The Duke and Duchess of Sussex have donned traditional Maori cloaks during a welcome ceremony in New Zealand on the final day of their overseas tour.
Prince Harry was handed a carved weapon during the visit to Tamatekapua Meeting House in Rotorua in which he gave a speech partially in Maori.
Hundreds of people turned out in the town for the couple's last walkabout.
The duke and duchess visited the Redwoods Tree Walk - their 76th and final engagement of the 16-day visit.
They have also been to Australia, Tonga and Fiji during their first overseas trip as a married couple.
At the welcome ceremony, the duke and duchess both exchanged Maori "hongi" greetings with well-wishers - pressing their nose and forehead together.

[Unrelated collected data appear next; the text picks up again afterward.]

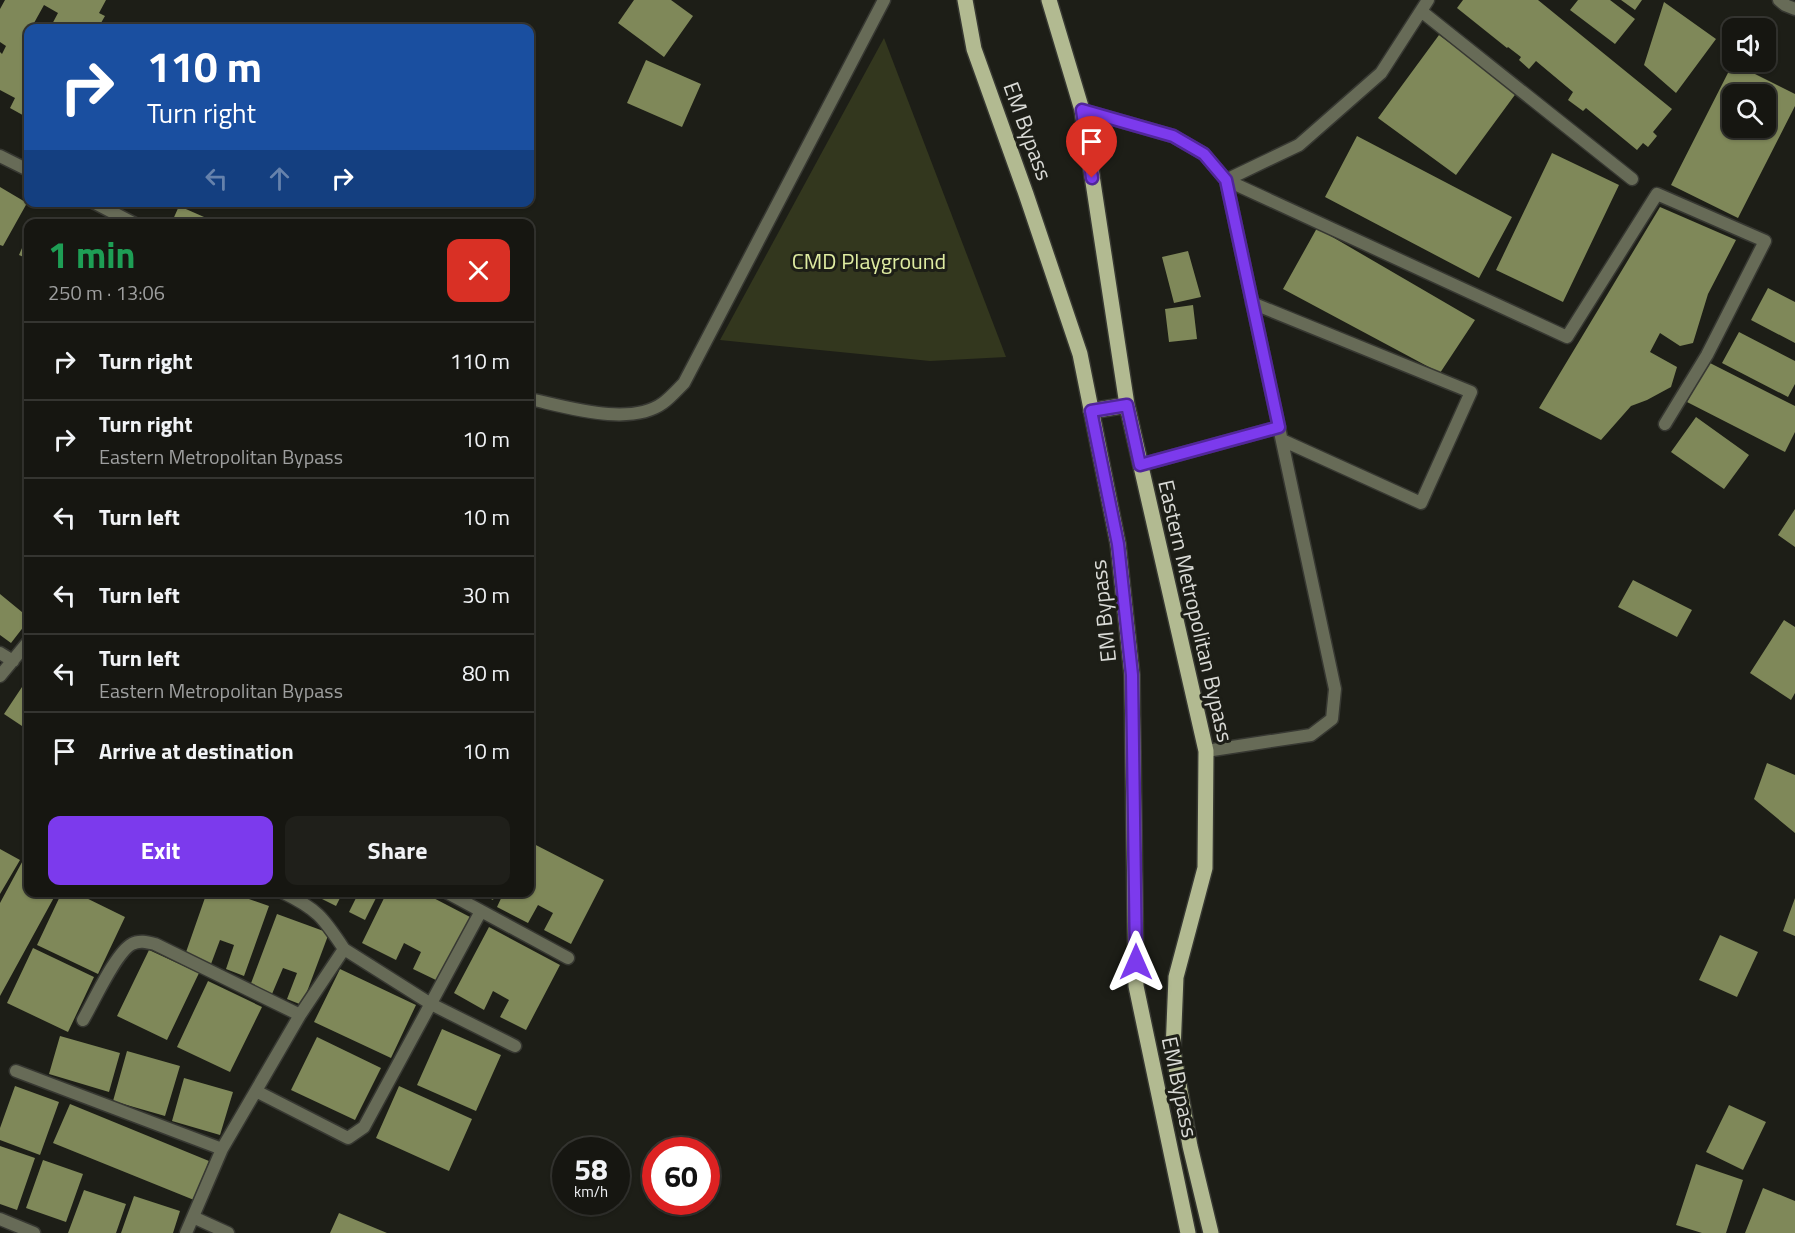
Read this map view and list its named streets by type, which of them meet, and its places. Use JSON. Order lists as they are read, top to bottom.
{
  "streets": {
    "main road": ["EM Bypass", "Eastern Metropolitan Bypass"]
  },
  "parks": ["CMD Playground"],
  "page": {
    "turn": ["110 m", "Turn right"],
    "heading": ["1 min", "250 m · 13:06"],
    "list": [
      {
        "name": "Turn right",
        "value": "110 m"
      },
      {
        "name": "Turn right",
        "note": "Eastern Metropolitan Bypass",
        "value": "10 m"
      },
      {
        "name": "Turn left",
        "value": "10 m"
      },
      {
        "name": "Turn left",
        "value": "30 m"
      },
      {
        "name": "Turn left",
        "note": "Eastern Metropolitan Bypass",
        "value": "80 m"
      },
      {
        "name": "Arrive at destination",
        "value": "10 m"
      }
    ],
    "buttons": ["Exit", "Share"],
    "speed": "58 km/h",
    "limit": "60"
  }
}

They were given Korowai cloaks, inspired by the Sussexes own coat of arms and featuring blue, gold, white and red silk.
The Duke of Sussex was presented with a tewhatewha - a Maori weapon featuring a point at one end and an axe at the other.
The duke said: "One of the joys of our visit to New Zealand has been the opportunity to meet so many young New Zealanders who are devoting their talents and energy to making a difference.
"There are creative, gifted and caring Te Arawa Rangatahi [young people] here, who are using their talents to preserve and promote the Maori language, to support mental wellbeing, and to achieve in areas that will benefit their communities, and their country."
The Duke and Duchess of Sussex then spent more than their allotted 30 minutes meeting the crowds outside.
There was also time to look at chicks at the National Kiwi Hatchery at Rainbow Springs.
Later, during their visit to the Redwoods Tree Walk, the couple met members of a mountain biking community.
The duke and duchess will return to Auckland before leaving for London on Thursday.